Onlar bu güzellemeyi dinleyince muhtemelen ayaklarından parmak uçlarına ah abla diyecekler… Onlar kendilerinin kim olduğunu bilecekler.. Mütemadiyen gülüp mütemadiyen ağlayacaklar.. Nedir ki bir öğrenci evinin insanda bıraktıkları diyecekler diğerleri. Mütemadiyen anlayamayacaklar. Oysa ben her birini kalbimden kavrayarak seveceğim.
Masamda henüz soğumamış bir çay, birkaç dilim limon.. Akşamdan kalma üç beş şiir, bir de önce göz kenarlarından kırışmaya başlayacak tenim, ne bileyim,
Nerde başlar nerde biterim, elim, ayağım bir parçam sanki beni hiç terk etmedi yasak düşüncelerim.

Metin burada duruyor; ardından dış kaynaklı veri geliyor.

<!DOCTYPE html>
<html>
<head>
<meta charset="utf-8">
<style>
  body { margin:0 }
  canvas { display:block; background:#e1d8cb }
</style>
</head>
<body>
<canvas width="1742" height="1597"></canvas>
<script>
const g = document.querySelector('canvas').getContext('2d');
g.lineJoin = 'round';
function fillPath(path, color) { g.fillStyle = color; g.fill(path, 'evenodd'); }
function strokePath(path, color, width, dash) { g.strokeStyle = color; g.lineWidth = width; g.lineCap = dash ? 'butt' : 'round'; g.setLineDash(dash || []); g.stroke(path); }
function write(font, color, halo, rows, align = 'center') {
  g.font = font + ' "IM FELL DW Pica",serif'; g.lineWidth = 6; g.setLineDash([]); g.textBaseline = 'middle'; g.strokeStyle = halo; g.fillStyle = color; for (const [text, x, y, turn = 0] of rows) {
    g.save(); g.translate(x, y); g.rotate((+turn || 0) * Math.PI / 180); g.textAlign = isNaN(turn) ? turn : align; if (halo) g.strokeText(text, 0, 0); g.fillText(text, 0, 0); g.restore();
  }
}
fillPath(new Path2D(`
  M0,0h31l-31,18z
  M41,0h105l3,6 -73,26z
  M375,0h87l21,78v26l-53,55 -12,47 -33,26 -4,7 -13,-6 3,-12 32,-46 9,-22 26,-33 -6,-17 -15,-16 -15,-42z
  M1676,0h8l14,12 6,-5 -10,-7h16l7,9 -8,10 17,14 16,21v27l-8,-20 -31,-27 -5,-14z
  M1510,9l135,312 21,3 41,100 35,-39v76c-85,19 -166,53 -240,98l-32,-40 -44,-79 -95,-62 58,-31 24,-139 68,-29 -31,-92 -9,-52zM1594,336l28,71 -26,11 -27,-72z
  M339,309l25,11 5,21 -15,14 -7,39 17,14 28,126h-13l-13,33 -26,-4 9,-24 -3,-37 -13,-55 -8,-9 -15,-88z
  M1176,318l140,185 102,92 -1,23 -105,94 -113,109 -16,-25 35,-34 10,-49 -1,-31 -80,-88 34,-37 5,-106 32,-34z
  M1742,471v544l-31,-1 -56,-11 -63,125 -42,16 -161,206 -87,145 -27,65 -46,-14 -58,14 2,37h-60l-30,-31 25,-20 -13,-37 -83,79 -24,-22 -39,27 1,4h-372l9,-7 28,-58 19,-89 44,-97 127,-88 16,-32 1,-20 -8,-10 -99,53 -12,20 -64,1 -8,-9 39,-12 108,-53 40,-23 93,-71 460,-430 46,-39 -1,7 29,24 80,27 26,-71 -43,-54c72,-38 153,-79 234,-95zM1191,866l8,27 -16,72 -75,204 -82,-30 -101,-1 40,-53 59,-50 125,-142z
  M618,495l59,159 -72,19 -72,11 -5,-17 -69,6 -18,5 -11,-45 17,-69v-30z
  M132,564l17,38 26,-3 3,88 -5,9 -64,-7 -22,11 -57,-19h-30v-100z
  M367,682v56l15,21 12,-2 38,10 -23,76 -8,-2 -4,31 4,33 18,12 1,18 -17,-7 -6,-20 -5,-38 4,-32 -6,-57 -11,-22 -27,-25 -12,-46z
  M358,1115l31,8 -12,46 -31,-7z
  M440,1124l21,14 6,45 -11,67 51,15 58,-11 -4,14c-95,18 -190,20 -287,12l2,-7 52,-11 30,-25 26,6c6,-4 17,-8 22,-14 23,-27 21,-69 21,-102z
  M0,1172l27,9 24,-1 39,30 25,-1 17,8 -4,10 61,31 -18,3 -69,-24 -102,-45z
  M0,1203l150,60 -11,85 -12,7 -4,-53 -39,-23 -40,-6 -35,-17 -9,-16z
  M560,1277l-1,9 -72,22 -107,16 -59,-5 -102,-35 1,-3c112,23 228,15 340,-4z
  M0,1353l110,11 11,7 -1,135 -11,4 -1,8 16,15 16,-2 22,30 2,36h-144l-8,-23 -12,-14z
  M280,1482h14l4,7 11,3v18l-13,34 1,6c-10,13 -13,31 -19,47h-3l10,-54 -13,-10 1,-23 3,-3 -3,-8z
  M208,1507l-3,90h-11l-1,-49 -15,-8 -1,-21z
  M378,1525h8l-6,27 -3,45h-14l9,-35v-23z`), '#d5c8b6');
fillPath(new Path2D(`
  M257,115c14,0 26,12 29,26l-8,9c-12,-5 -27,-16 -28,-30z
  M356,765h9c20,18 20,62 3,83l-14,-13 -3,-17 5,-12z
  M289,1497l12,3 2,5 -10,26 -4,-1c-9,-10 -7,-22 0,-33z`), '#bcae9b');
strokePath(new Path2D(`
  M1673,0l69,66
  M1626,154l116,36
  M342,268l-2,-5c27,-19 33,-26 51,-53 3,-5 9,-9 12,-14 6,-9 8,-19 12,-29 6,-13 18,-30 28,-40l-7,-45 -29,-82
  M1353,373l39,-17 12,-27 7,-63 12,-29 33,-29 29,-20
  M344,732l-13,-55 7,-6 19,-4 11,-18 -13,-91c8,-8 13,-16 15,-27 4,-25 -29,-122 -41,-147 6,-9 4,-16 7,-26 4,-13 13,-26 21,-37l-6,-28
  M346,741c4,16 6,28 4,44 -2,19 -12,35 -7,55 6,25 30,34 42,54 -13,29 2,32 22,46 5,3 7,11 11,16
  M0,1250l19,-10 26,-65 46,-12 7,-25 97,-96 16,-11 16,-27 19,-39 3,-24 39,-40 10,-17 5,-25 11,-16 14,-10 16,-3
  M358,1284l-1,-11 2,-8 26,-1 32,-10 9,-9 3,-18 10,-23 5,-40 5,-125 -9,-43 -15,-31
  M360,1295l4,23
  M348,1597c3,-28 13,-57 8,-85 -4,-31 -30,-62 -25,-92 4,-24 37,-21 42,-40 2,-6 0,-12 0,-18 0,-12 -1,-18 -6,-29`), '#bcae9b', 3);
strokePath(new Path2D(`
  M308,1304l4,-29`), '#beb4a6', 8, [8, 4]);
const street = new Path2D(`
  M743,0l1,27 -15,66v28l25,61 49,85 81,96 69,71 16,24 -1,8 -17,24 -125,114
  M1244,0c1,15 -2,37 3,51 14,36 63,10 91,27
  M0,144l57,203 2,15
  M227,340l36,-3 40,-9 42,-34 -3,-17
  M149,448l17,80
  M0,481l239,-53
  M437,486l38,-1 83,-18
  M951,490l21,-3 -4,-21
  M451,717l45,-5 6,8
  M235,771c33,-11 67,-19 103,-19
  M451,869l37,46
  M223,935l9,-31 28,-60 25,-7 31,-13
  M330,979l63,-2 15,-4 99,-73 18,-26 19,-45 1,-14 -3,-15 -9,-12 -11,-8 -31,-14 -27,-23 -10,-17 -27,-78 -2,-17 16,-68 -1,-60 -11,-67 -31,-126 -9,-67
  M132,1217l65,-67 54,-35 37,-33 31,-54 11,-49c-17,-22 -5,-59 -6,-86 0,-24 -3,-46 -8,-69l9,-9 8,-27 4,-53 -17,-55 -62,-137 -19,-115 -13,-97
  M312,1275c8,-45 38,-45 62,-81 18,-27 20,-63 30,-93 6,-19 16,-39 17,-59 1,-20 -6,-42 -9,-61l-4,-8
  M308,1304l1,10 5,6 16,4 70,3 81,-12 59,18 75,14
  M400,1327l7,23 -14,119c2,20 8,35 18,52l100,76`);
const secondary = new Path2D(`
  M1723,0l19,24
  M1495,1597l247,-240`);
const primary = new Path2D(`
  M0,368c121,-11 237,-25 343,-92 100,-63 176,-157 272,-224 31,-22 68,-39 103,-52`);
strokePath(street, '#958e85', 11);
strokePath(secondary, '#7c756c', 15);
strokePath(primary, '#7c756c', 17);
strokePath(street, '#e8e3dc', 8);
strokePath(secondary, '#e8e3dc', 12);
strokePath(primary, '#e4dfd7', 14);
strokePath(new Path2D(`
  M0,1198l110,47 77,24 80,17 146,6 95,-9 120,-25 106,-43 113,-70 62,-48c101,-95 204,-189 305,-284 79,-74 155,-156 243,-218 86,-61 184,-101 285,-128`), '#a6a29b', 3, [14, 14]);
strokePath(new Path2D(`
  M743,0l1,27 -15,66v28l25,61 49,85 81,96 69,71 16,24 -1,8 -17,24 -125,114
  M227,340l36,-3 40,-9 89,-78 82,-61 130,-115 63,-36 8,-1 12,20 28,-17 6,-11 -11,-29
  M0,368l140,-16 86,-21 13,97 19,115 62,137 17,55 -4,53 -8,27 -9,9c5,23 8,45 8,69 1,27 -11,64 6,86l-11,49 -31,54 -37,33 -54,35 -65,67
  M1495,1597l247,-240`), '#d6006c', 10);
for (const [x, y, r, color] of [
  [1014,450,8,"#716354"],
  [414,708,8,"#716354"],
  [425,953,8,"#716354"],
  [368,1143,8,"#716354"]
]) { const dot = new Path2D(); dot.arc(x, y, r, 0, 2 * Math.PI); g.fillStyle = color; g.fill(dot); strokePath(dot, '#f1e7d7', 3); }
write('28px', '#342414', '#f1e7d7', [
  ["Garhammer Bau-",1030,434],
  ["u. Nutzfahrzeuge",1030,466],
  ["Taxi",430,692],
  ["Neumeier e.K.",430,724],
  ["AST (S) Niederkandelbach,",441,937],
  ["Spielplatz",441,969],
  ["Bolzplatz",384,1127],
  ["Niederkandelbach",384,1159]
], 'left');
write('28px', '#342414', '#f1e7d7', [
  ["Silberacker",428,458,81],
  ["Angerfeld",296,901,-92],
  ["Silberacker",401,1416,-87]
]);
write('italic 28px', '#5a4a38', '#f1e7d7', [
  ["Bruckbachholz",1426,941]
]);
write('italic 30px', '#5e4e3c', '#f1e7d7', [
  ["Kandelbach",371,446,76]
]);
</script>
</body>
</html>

Bilirsiniz işte, bizler bir vücudun azaları gibi ya da bir gülün yaprakları gibi tamamlanabilen birer nesneyiz. Bir kapının ardından bile görürüz suretlerimizin esrarını. Bakışlarımız nereye yönelir hangi şarkıyı sever hangi drama da ağlayabiliriz biliriz. Uykularımızın ağırlığında dahi birbirimizi duyar ve seslenebiliriz. Yolcuyken gülümser meskunken hüzünleniriz.
Ta en başında biliyordum;
Yüzleri kadim haritalara benzeyen kardeşler yaşarmış bu topraklarda,
Göresiniz gelir de, kalkar gidermişsiniz;
Gider de kapalı kapılarının kilidinden öper, geri dönermişsiniz…

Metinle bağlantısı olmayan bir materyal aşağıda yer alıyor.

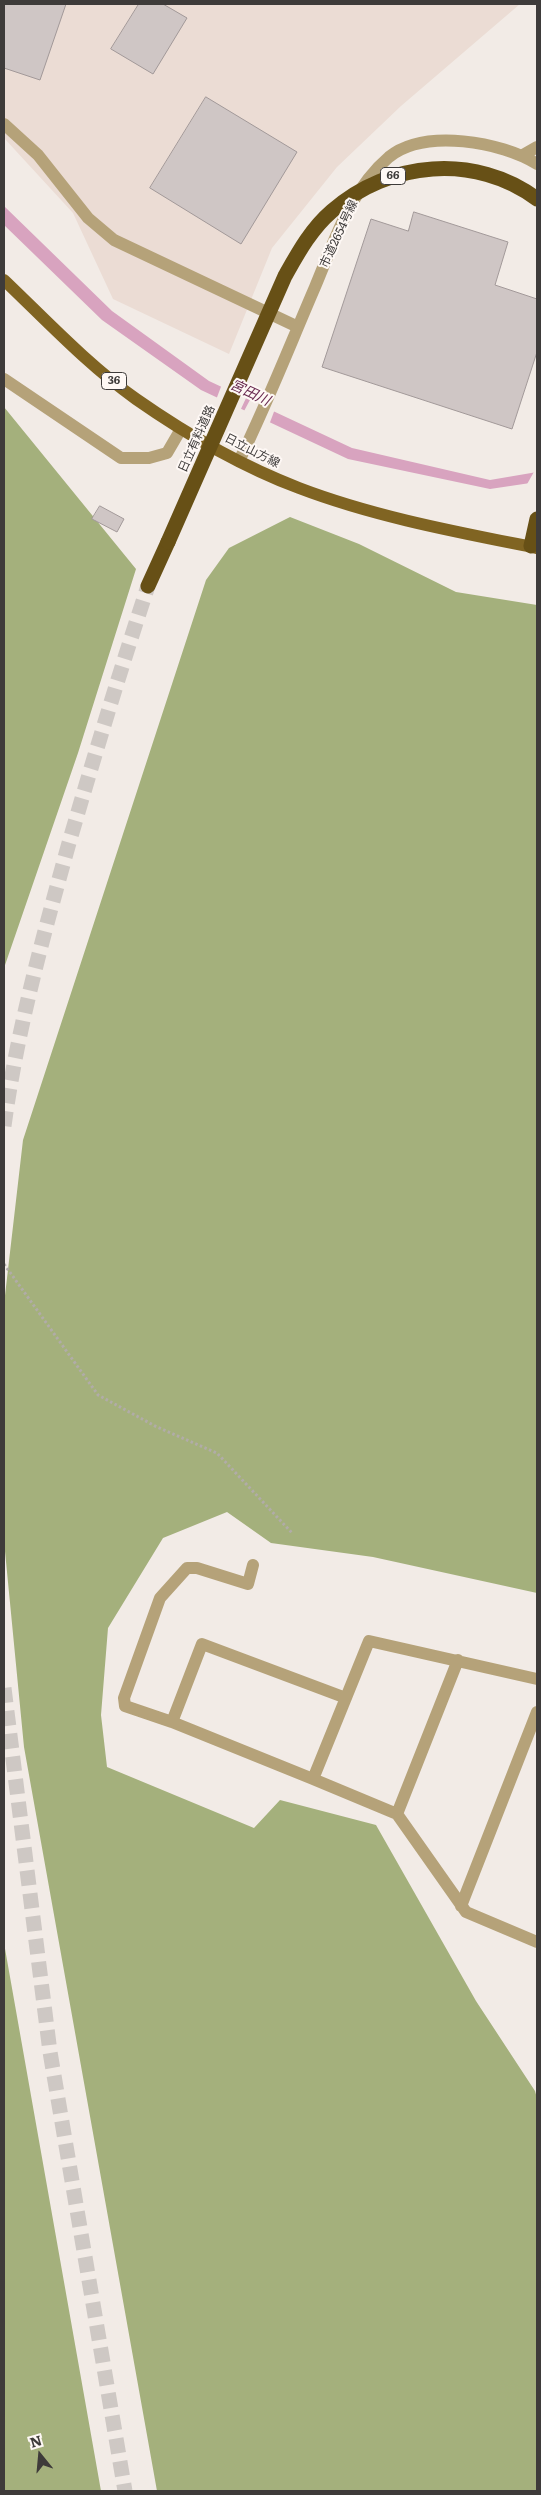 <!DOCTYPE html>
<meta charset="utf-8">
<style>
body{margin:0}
#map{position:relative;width:541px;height:2495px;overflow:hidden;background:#f2ebe6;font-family:Literata,serif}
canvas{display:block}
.frame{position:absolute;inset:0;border:5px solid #3e3b3a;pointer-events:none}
.north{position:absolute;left:15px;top:2430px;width:50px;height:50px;-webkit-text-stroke:4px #fef8f5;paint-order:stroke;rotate:343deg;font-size:14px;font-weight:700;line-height:20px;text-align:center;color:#3e3b3a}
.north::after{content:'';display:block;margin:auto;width:18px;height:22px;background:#3e3b3a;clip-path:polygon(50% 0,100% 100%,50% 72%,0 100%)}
</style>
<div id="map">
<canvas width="541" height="2495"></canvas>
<div class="frame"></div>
<div class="north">N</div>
</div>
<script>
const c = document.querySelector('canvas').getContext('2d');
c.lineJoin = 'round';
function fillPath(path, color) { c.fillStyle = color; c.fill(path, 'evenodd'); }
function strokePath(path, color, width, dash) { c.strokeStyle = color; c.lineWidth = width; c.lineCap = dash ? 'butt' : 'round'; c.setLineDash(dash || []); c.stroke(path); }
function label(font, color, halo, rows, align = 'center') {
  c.font = font + ' Literata,"Noto Sans JP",serif'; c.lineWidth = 4; c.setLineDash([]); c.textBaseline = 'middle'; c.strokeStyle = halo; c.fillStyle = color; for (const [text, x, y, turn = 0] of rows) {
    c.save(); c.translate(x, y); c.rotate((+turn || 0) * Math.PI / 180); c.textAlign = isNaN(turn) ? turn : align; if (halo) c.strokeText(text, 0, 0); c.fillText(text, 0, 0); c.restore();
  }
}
fillPath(new Path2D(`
 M4,4h516l-119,102 -64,61 -65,81 -43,106 -116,-55 -40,-86 -69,-75z`), '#ebdcd4');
fillPath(new Path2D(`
 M4,407l132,162 -58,184 -74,215z
 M290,517l69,27 97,48 81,13v988l-164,-36 -102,-14 -44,-31 -64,26 -55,90 -7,87 6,52 147,61 26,-28 96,25 100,176 59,90 2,7v393h-380l-133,-744 -20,-206v-237l19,-164 183,-560 23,-32z
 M4,1943l97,548h-97z`), '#a4b07c');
fillPath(new Path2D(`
 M4,206l108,105 97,70 143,67 138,32 47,-8v10l-47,7 -142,-30 -147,-69 -99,-70 -98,-95z`), '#d8a3bf');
fillPath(new Path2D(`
 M222,384l25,12 -7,15 -24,-11z
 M251,398l24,11 -6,16 -26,-12z
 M535,470h2v15l-11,1z`), '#f2ebe6');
const building = new Path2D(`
 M4,4h62l-26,76 -36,-12z
 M139,4h24l24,14 -34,56 -42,-25z
 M206,97l91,55 -56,92 -91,-56z
 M414,212l94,30 -13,43 42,14v53l-25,77 -190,-62 49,-148 37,12z
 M100,506l24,13 -7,13 -25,-13z`);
fillPath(building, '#cfc6c5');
strokePath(building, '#a29999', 1);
strokePath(new Path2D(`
 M4,1126c13,-96 39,-189 65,-283 25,-86 51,-172 79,-257
 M4,1688l46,364 75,439`), '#cec8c4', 15, [15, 8]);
strokePath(new Path2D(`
 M4,1264l94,131 57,31 62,27 76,81`), '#b1aca8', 3, [2.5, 2.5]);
strokePath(new Path2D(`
 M4,124l34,31 50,63 26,22 184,87
 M523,155l14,-8
 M4,379l117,79h28l18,-5 14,-24
 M239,461c28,-57 51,-116 76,-174 19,-45 35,-97 74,-130 36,-29 113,-15 148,7
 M253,1565l-5,19 -51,-16h-10l-27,30 -36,100 1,8 47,16 141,57
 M537,1679l-168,-38 -56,138 84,35 69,98 71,30
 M172,1722l30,-78 144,54
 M397,1814l61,-154
 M461,1906l76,-194`), '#b5a279', 12);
strokePath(new Path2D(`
 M4,280c43,41 84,85 132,119 50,35 105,67 163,89 76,29 158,44 238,60`), '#806422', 12);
strokePath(new Path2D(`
 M531,546l6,-27
 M148,586l20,-44`), '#675016', 15);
strokePath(new Path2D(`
 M168,542l117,-266c13,-23 26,-47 47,-65 56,-50 144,-58 205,-12`), '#675016', 15);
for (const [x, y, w] of [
 [393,176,25],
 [114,381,25]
]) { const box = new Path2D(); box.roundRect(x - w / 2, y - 8.5, w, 17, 4); c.fillStyle = '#fef8f5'; c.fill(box); strokePath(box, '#3e3b3a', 1); }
label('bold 11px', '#3e3b3a', null, [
 ["66",393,176],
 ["36",114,381]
]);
label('12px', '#3e3b3a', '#fef8f5', [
 ["市道2654号線",339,234,-65],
 ["日立有料道路",197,439,-66],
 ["日立山方線",252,451,27]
]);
label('italic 14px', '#68294f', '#fef8f5', [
 ["宮田川",250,393,25]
]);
</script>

Aramızda ne çok değişim, aramızda ne çok kelimelere dökülmemiş veda ve aramızda ne çok yolculuk hazırlığı yığılmış kim bilir.. Dilerim mesafelere rağmen aynı mevzide ve aynı duruşla karşımda olursunuz hep. Hem biliyorum ki artık dönüp dolaşıp bir tek İstanbul’a sığacağız her birimiz..
Keşke günde beş vakit namaz yirmi beş vakit olsa ve bir günden beş gün daha doğsa da,
Her gün beş kere gitsek, kapılarının kilidinden öpsek ve geri dönsek,
Ve bilsek sımsıcak ekmekler gibi güldüklerini her keresinde…
Gülyeşil,
Öylesine sevdiğimiz.
Öylesine sevdiğimden…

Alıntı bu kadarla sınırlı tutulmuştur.